Wild(52)
THE FOLLOWING WEEK WE had an honest-to-God heat wave. Girls who stayed on campus through the summer could be found spread out on towels in the quad in tiny shorts and tank tops. Some wore bikinis. And where girls in bikinis were, guys could be found hovering close by.
Walking past the quad on the way home from the library, I thought about Emerson and how she would have been one of those girls last summer, happy to flaunt her body in a bikini and flirt with hovering guys. Now she was busy with her new life—Shaw and their bikes and her art.

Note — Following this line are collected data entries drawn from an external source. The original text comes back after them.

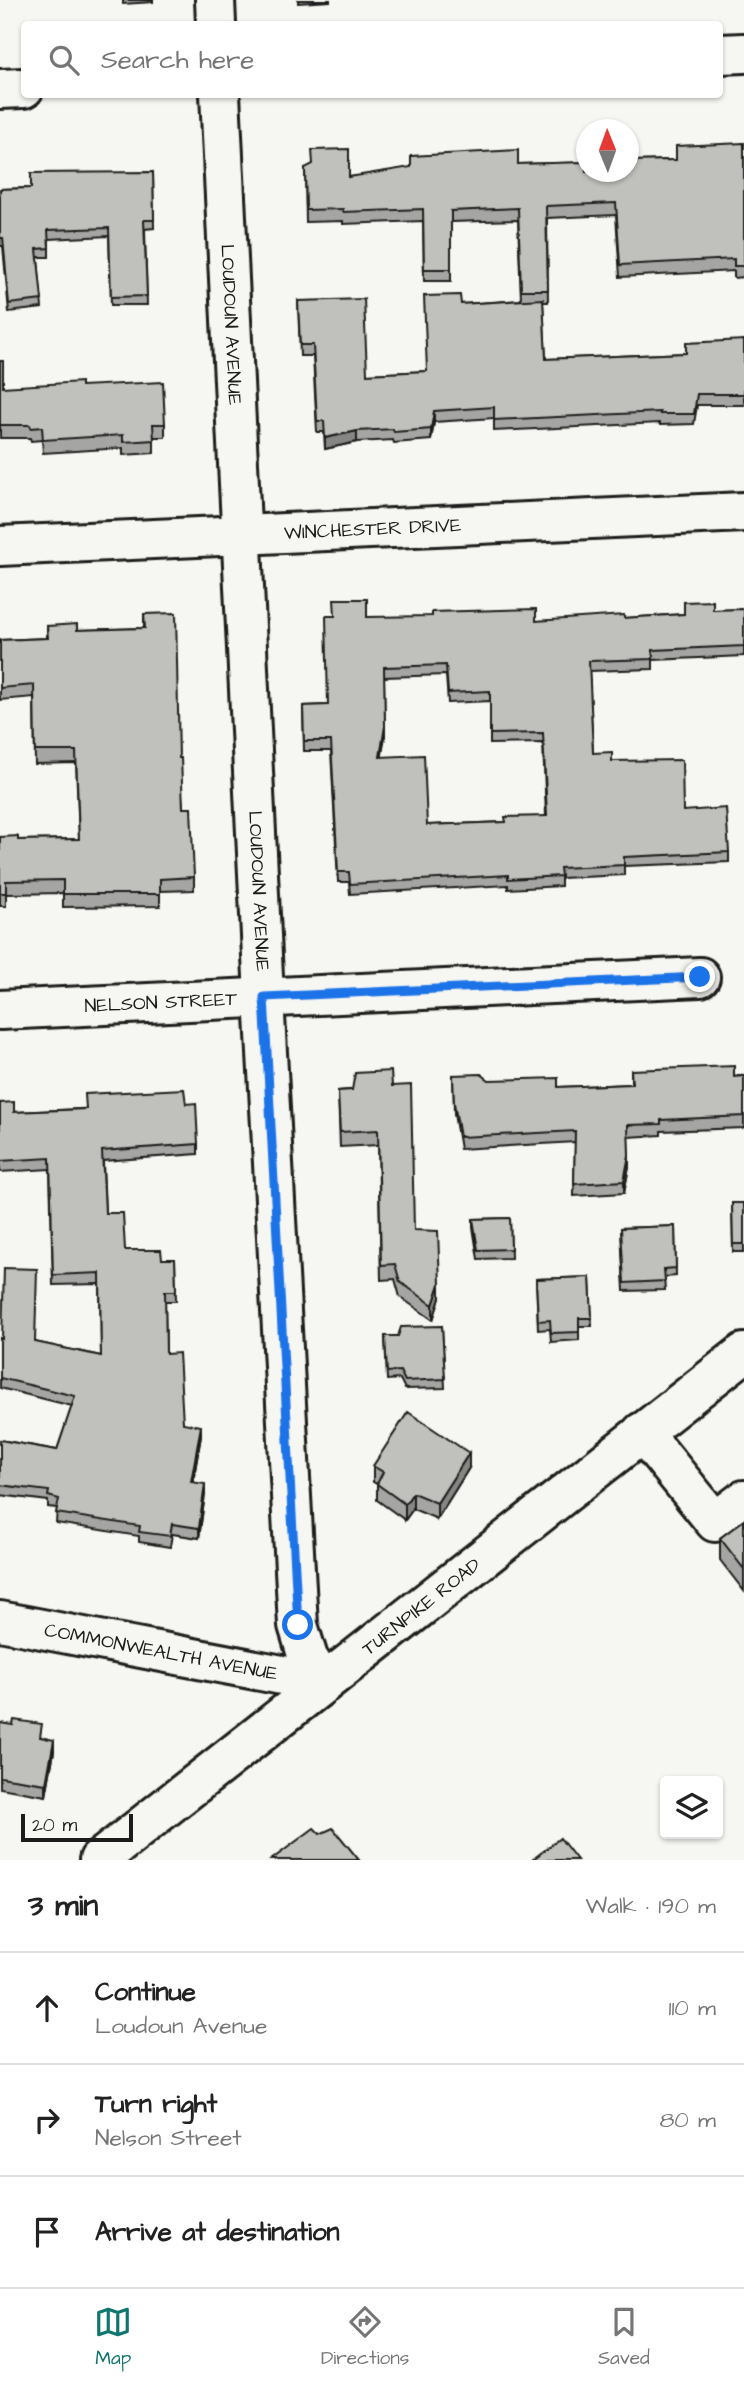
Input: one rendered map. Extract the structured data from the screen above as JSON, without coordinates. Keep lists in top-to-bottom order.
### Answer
{
  "streets": {
    "street": [
      "LOUDOUN AVENUE",
      "WINCHESTER DRIVE",
      "NELSON STREET",
      "TURNPIKE ROAD",
      "COMMONWEALTH AVENUE"
    ]
  },
  "crossings": [
    ["LOUDOUN AVENUE", "WINCHESTER DRIVE"],
    ["LOUDOUN AVENUE", "NELSON STREET"],
    ["LOUDOUN AVENUE", "TURNPIKE ROAD"],
    ["LOUDOUN AVENUE", "COMMONWEALTH AVENUE"],
    ["TURNPIKE ROAD", "COMMONWEALTH AVENUE"]
  ],
  "scale_bar": "20 m",
  "north": "top",
  "page": {
    "search": "Search here",
    "scale": "20 m",
    "heading": ["3 min", "Walk · 190 m"],
    "list": [
      ["Continue", "Loudoun Avenue", "110 m"],
      ["Turn right", "Nelson Street", "80 m"],
      "Arrive at destination"
    ],
    "nav": ["Map", "Directions", "Saved"]
  }
}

I hadn’t seen her since the night I moved out, so I was eager for Pepper’s birthday party tonight. It was at the new house. Just a small group. Mostly couples, so I had asked Connor to go with me. I didn’t know if we would ever be anything more than friends—okay, so I knew we would never be more than friends—but he was a good guy and seemed excited to go.
Of course, Reece went all out and splurged on Pepper. He catered the party, so the delicious aroma of char-grilled meat greeted us when we stepped inside the house. Pepper let us in, hugging me and whispering in my ear. “He’s cute.”

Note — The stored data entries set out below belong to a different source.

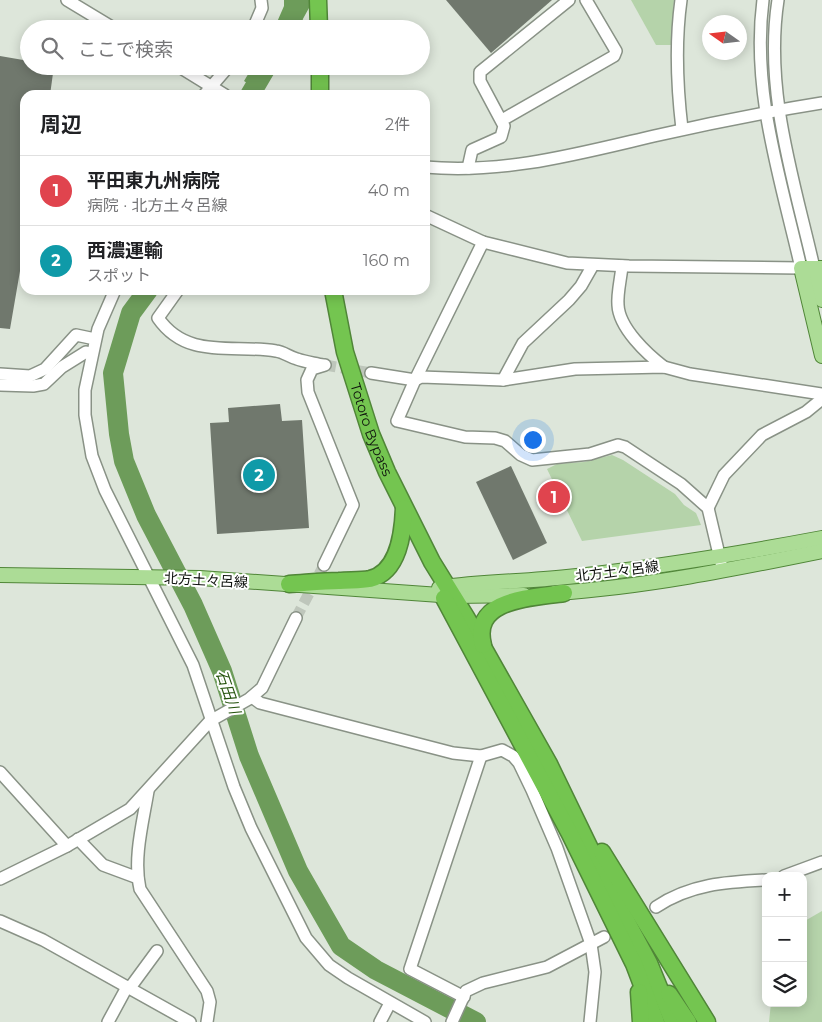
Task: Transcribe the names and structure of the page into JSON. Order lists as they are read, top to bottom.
{
  "streets": {
    "highway": ["Totoro Bypass"],
    "main road": ["北方土々呂線"]
  },
  "crossings": [
    ["Totoro Bypass", "北方土々呂線"]
  ],
  "water": ["石田川"],
  "north": "left",
  "page": {
    "search": "ここで検索",
    "heading": ["周辺", "2件"],
    "list": [
      {
        "mark": "1",
        "name": "平田東九州病院",
        "note": "病院 · 北方土々呂線",
        "value": "40 m"
      },
      {
        "mark": "2",
        "name": "西濃運輸",
        "note": "スポット",
        "value": "160 m"
      }
    ],
    "pins": ["2", "1"],
    "map_buttons": ["+", "−"]
  }
}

I smiled in acknowledgment and accepted the margarita placed in my hand.
“For you,” Emerson said, then turned to meet Connor. She didn’t treat him to the same bubbly welcome that Pepper had, and instead regarded him with the icy reserve of an overprotective father—but then that was Em. Trust wasn’t given but earned.
We soon split off into boy-girl groups, Connor joined the guys and Emerson, Pepper, Suzanne, and I stood in a tight circle.
“You always go for the uptight ones,” Emerson accused around the salted rim of her margarita glass.
“He’s cute,” Suzanne offered. “And looks nice.”
Nice: aka, boring. “He’s not uptight,” I insisted, knowing this much was true at least. He was not like Harris.
Em lifted a dark, finely arched eyebrow. “He’s a grad student. In the Business School.”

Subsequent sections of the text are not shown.